こんなヤツのためとはいえ…聞き上手になってやる…!後悔に集中するな…!!
「冥土の土産とやらだ、教えてあげるよ。僕が仕えている主は、“憤怒”のコンプレックス。…─名を、バズーカ様といってね…。とても儚げで…、美しい聖母のような貴女だ…。それでだ、君の中にいる“ヤツ”が彼女の怒りを買ってしまってね。まあ…お怒りになられた姿も、『惨め』で…『憐れ』で…、愛おしい存在だ…。…おっと、フフフ…失礼。それで…彼女の害になる輩は僕が、始末しようと…。今に至るわけさ?こんなに、早く見つけれたのは幸運だったがね。」
“憤怒”のコンプレックス…
名前…『バズーカ』………。
“バズーカ”…って、ぜってぇヤベえヤツじゃん…。
攻撃的すぎるだろ!!名前!!!
この部下のメガネもメガネだ…!!歪んでやがる…!!コイツと出会ったのも恐らく偶然じゃない…必然だ…!!
何らかの方法で世界休めの封印が解けたのを察知した…?
コイツはかなりそのバズーカってのに心酔してんな…。
世界休め…お前、なにやったんだよ…?
「君がまだ“流霊”で良かった…。思いっ切り、嬲り殺せる。バズーカ様にも見せてあげたかった…。」
「なるほど…、お前のことは、かーなーり…理解してきた…!とっても…良い部下を持って鼻が高いだろうよ…バズーカ様ってのはな…!…ぐう…ハァハァ…。
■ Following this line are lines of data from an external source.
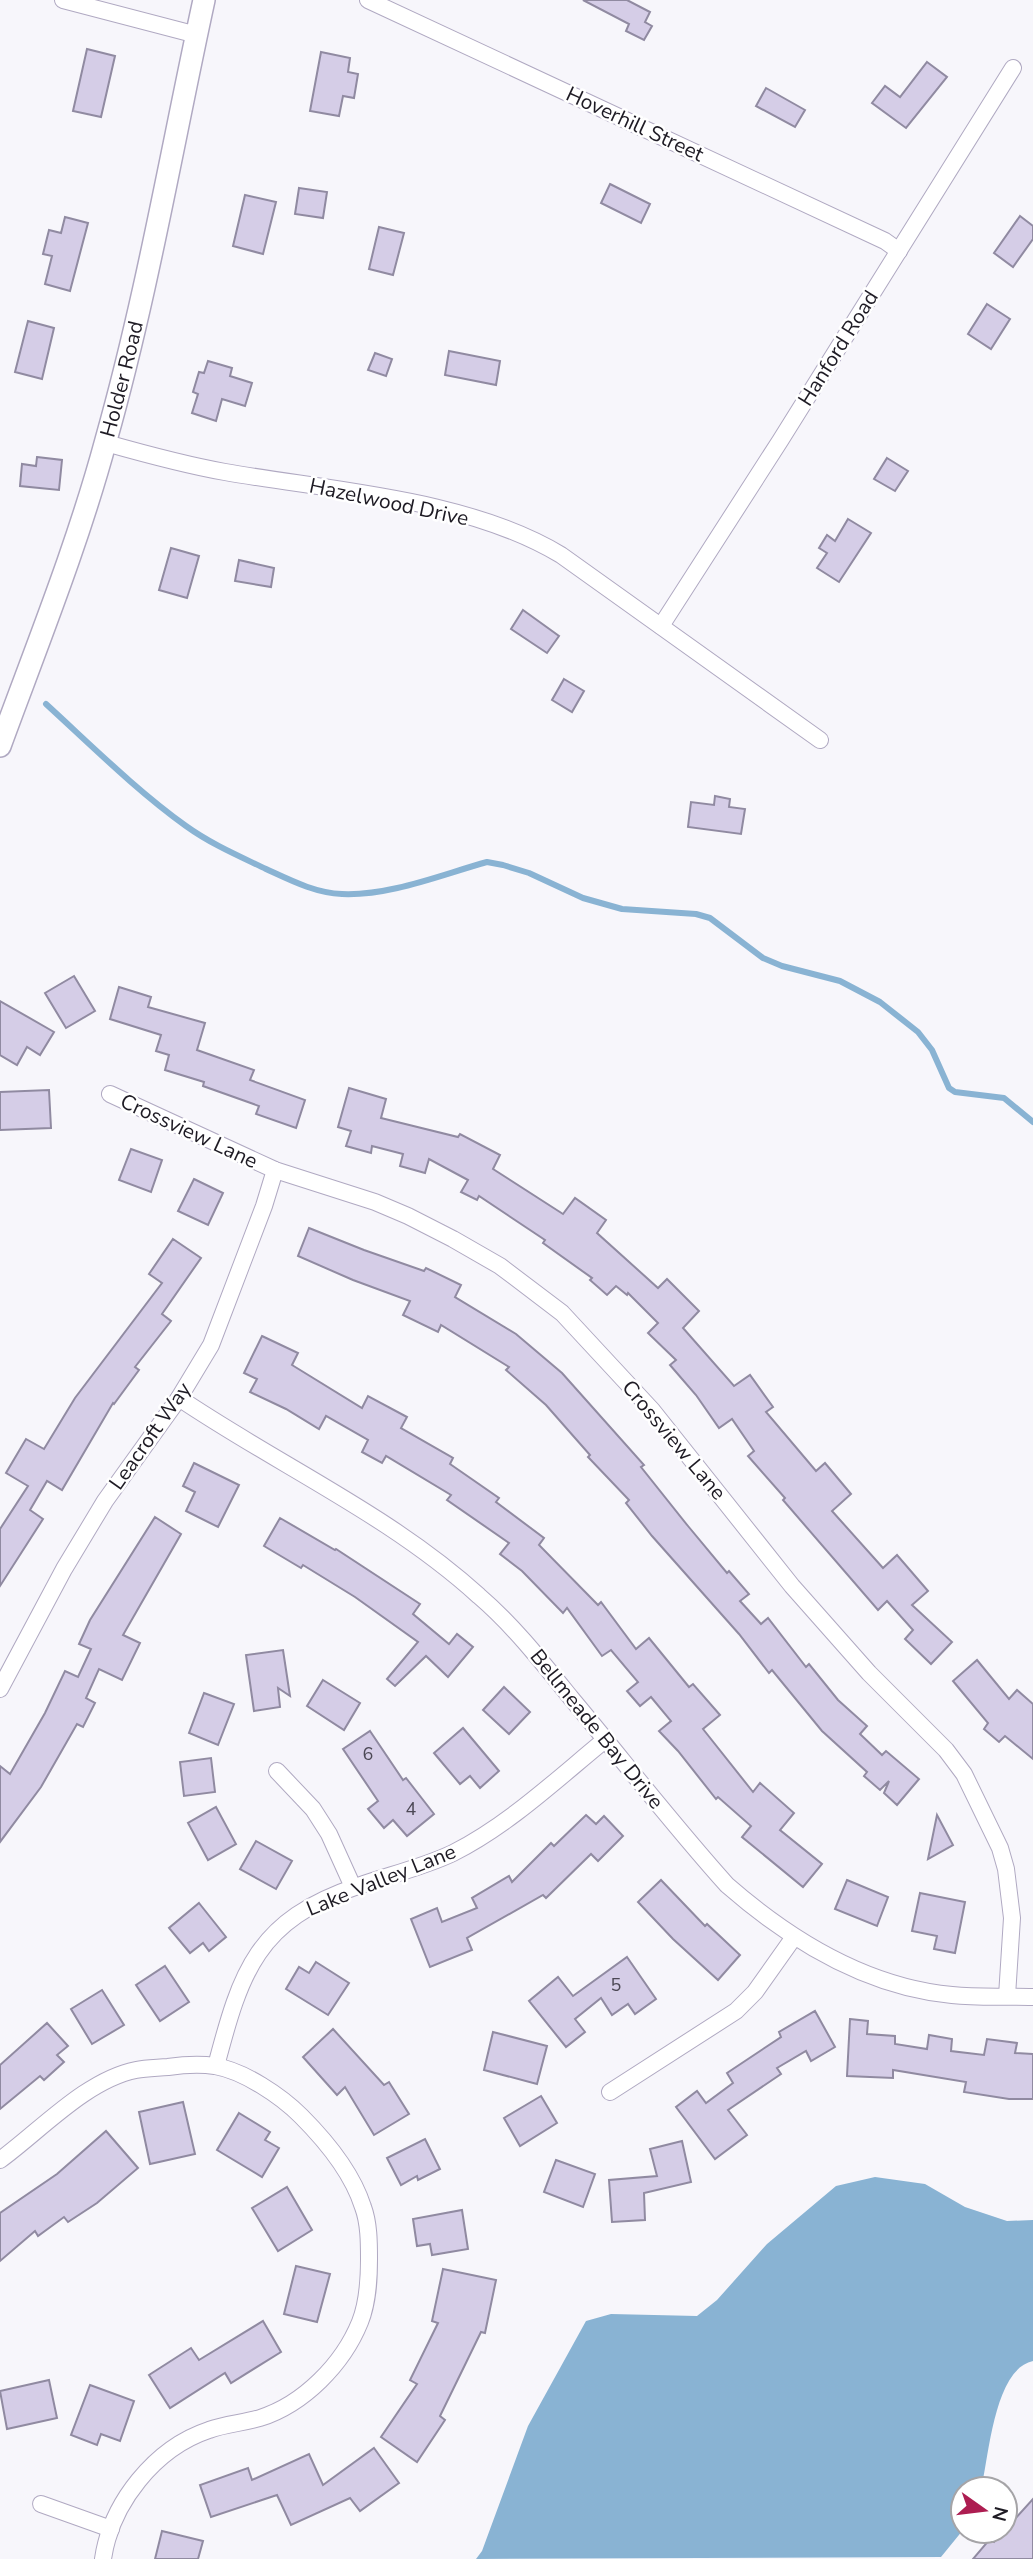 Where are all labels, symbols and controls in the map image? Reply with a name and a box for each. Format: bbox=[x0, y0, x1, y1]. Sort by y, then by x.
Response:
street label: Hoverhill Street bbox=[562, 80, 709, 168]
street label: Hanford Road bbox=[791, 285, 885, 411]
street label: Holder Road bbox=[93, 318, 150, 440]
street label: Hazelwood Drive bbox=[307, 471, 471, 533]
street label: Crossview Lane bbox=[116, 1087, 262, 1175]
street label: Crossview Lane bbox=[616, 1374, 732, 1506]
street label: Leacroft Way bbox=[103, 1377, 198, 1495]
street label: Bellmeade Bay Drive bbox=[524, 1643, 670, 1815]
house number: 6 bbox=[363, 1742, 373, 1766]
house number: 4 bbox=[406, 1797, 417, 1821]
street label: Lake Valley Lane bbox=[302, 1837, 460, 1923]
house number: 5 bbox=[611, 1973, 621, 1997]
north arrow bbox=[949, 2475, 1019, 2545]
text: N bbox=[985, 2504, 1014, 2524] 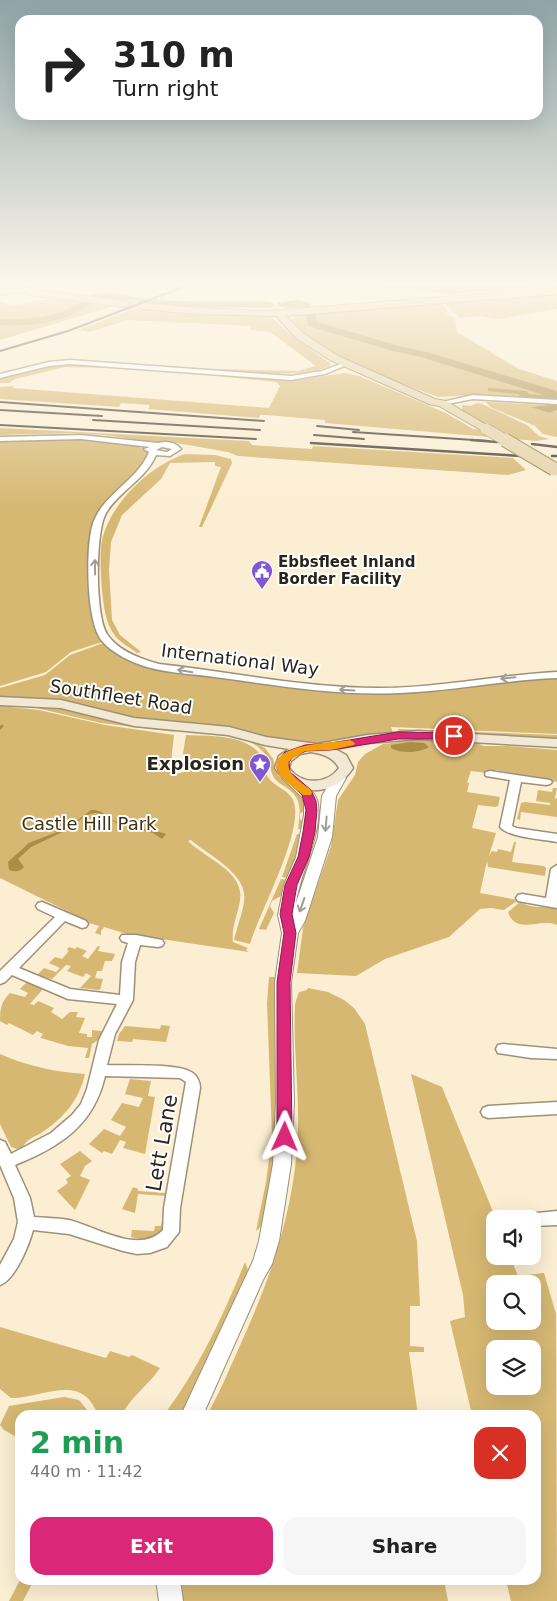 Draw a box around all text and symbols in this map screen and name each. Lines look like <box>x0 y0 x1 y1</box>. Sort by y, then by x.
icon: right <box>30 35 95 100</box>
text: 310 m <box>113 35 235 75</box>
text: Turn right <box>113 76 218 101</box>
place label: Ebbsfleet Inland Border Facility <box>278 553 415 588</box>
one-way arrow <box>90 559 100 575</box>
public building icon: Ebbsfleet Inland Border Facility <box>250 559 274 590</box>
street label: International Way <box>160 639 321 680</box>
one-way arrow <box>178 666 194 676</box>
one-way arrow <box>501 673 517 683</box>
street label: Southfleet Road <box>48 675 194 718</box>
one-way arrow <box>339 685 355 694</box>
pin <box>433 715 475 757</box>
icon: arrive <box>440 722 468 750</box>
place icon: Explosion <box>248 752 272 783</box>
place label: Explosion <box>147 753 244 774</box>
park label: Castle Hill Park <box>22 813 157 834</box>
one-way arrow <box>322 815 331 831</box>
one-way arrow <box>297 896 306 912</box>
street label: Lett Lane <box>142 1093 182 1193</box>
position arrow <box>258 1110 310 1162</box>
map controls <box>486 1210 541 1395</box>
button: sound <box>486 1210 541 1265</box>
button: search <box>486 1275 541 1330</box>
button: layers <box>486 1340 541 1395</box>
text: 2 min <box>30 1425 124 1460</box>
button: close <box>474 1427 526 1479</box>
text: 440 m · 11:42 <box>30 1462 143 1481</box>
button: Exit <box>30 1517 273 1575</box>
button: Share <box>283 1517 526 1575</box> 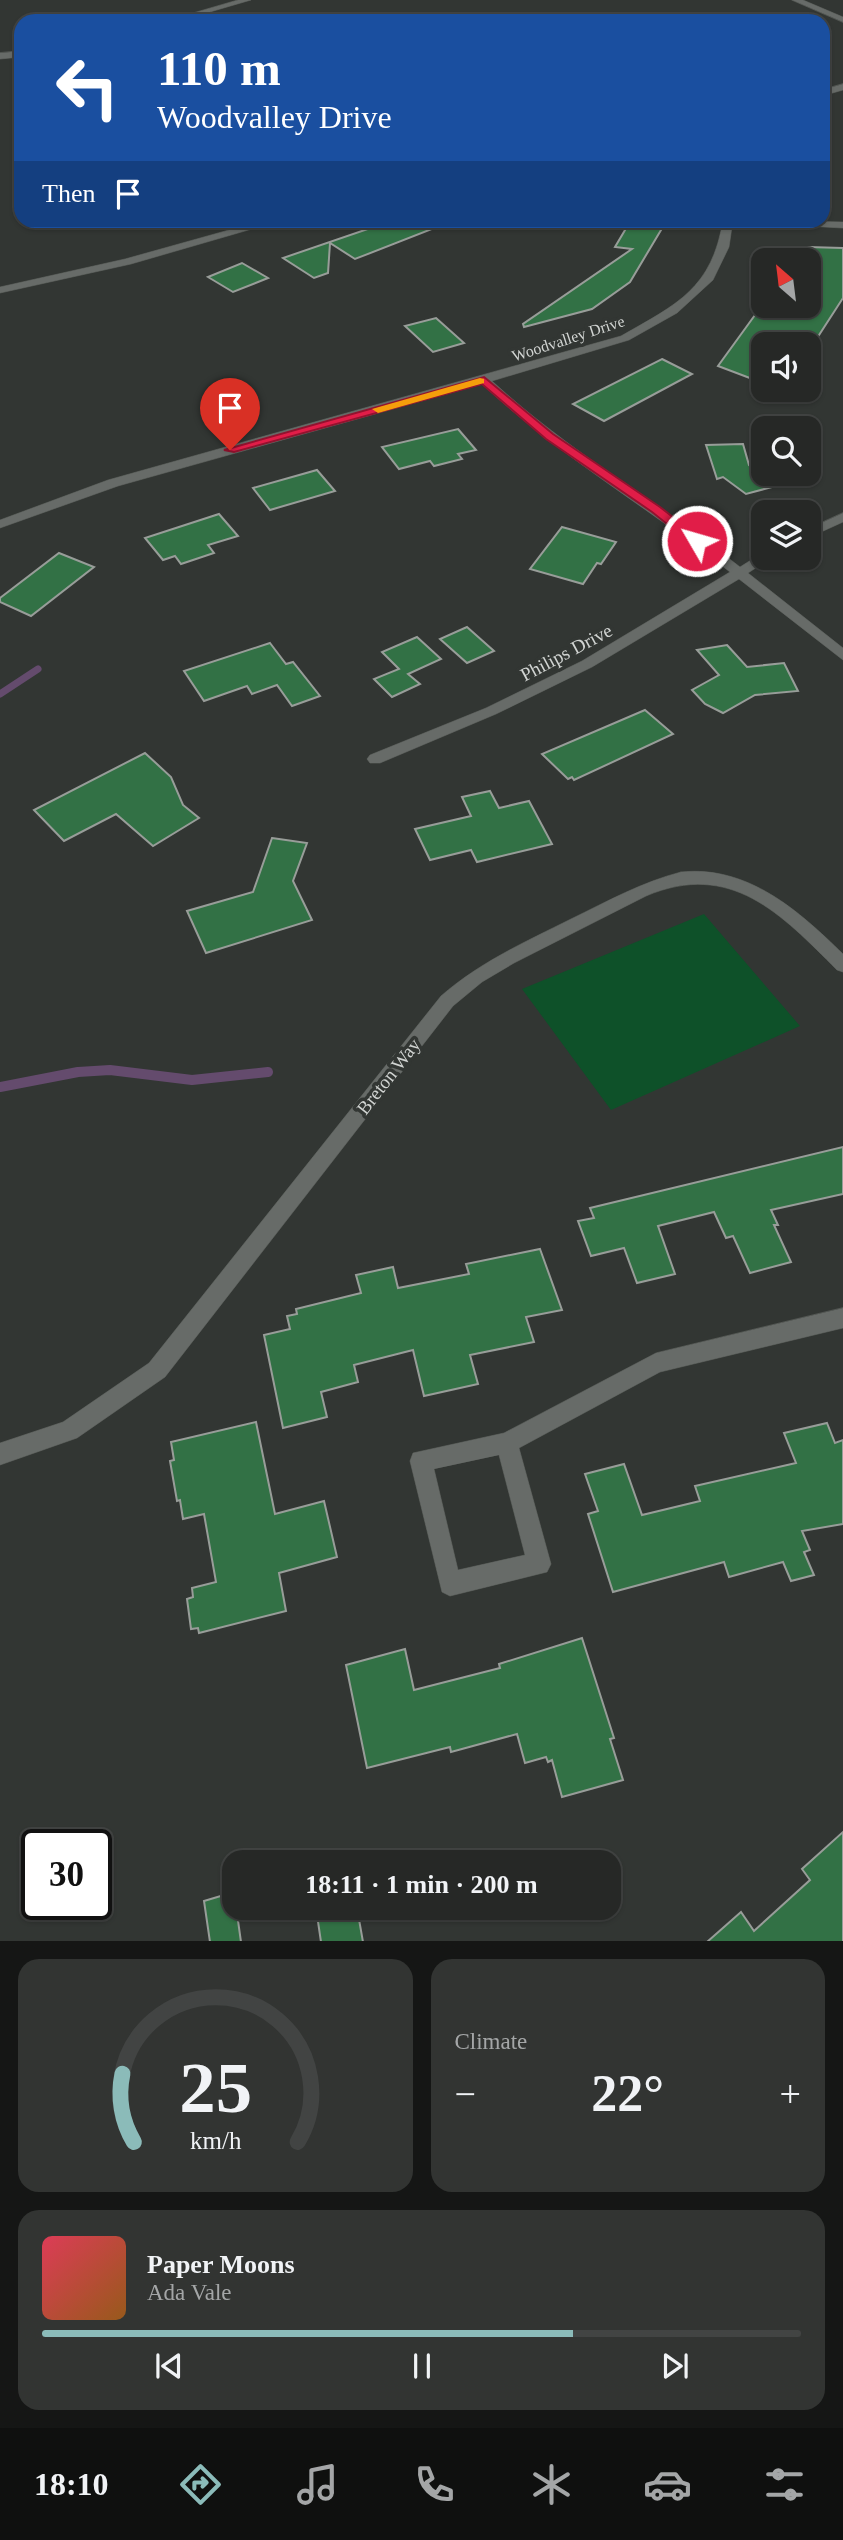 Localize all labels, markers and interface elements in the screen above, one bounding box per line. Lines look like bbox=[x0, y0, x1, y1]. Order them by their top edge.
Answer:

」
「君の様な分際が、バズーカ様を語るんじゃない…。そろそろ、くたばったらどうだい?君はね、望まれちゃあいない存在なんだよ。」
「ぐ…うう…ハァハァ…!…確かにお前の言う通り…もう、限界…か…。」
なんてな…
まだ、『我が身可愛さ』が頑張ってんだ…!本体が諦めてどうする…!!
皮肉なことに、コイツと会話してて新しいワードや、イかれてる話を聞くたんびに…段々と、おれの中の罪悪感が麻痺してきたぞ…!!
右手が…ジワジワ、弱ってるのを感じる…!!
おれの幽気が尽きるのが先か…、
……─コレール、っていったか…?
コイツの儀式が先に終わるか…!!
これは…力の戦いじゃない…!根性が先に尽きたほうが…負ける…。
負けてたまるか…こんなカス野郎に…!!
待ってろ、そのメガネ…叩き割ってやるから…──
────ゴォオオオオオオ……
「なんだ…?この音…。───ッッ!!!…これはッ…“風”の音だ…!!!まさか、まさか……!!!」
この…“風を斬る音”…。間違いない…!!
『鉄風』…!!!
…………風月………!!!
……!!
……?
その風の影は、
何故かおれの目の前に降ってきた…。
────ザッ… ジャリ…
「遅かったじゃないか」
【…誠に、申し訳ない。】
「…は?…は?…な、なんだこの…、
で、でっかい…鳥…人間…は……。」
「紹介しよう。彼は、ヒューク──。“僕に仕える”、コンプレックスだよ。」
【成程──貴様が世界休めの器か…。】
おれの中の、心が砕ける音が聴こえた気がした…。